Problem requirements →
Find the word "this" in the listing below, then return every line it appears in.

The data →
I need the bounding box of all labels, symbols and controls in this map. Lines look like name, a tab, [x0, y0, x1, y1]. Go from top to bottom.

* * *

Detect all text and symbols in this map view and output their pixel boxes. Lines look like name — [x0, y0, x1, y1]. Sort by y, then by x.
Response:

Written solution →
I need the bounding box of all labels, symbols and controls in this map. Lines look like name, a tab, [x0, y0, x1, y1]. Go from top to bottom.
Detect all text and symbols in this map view and output their pixel boxes. Lines look like name — [x0, y0, x1, y1]. Sort by y, then by x.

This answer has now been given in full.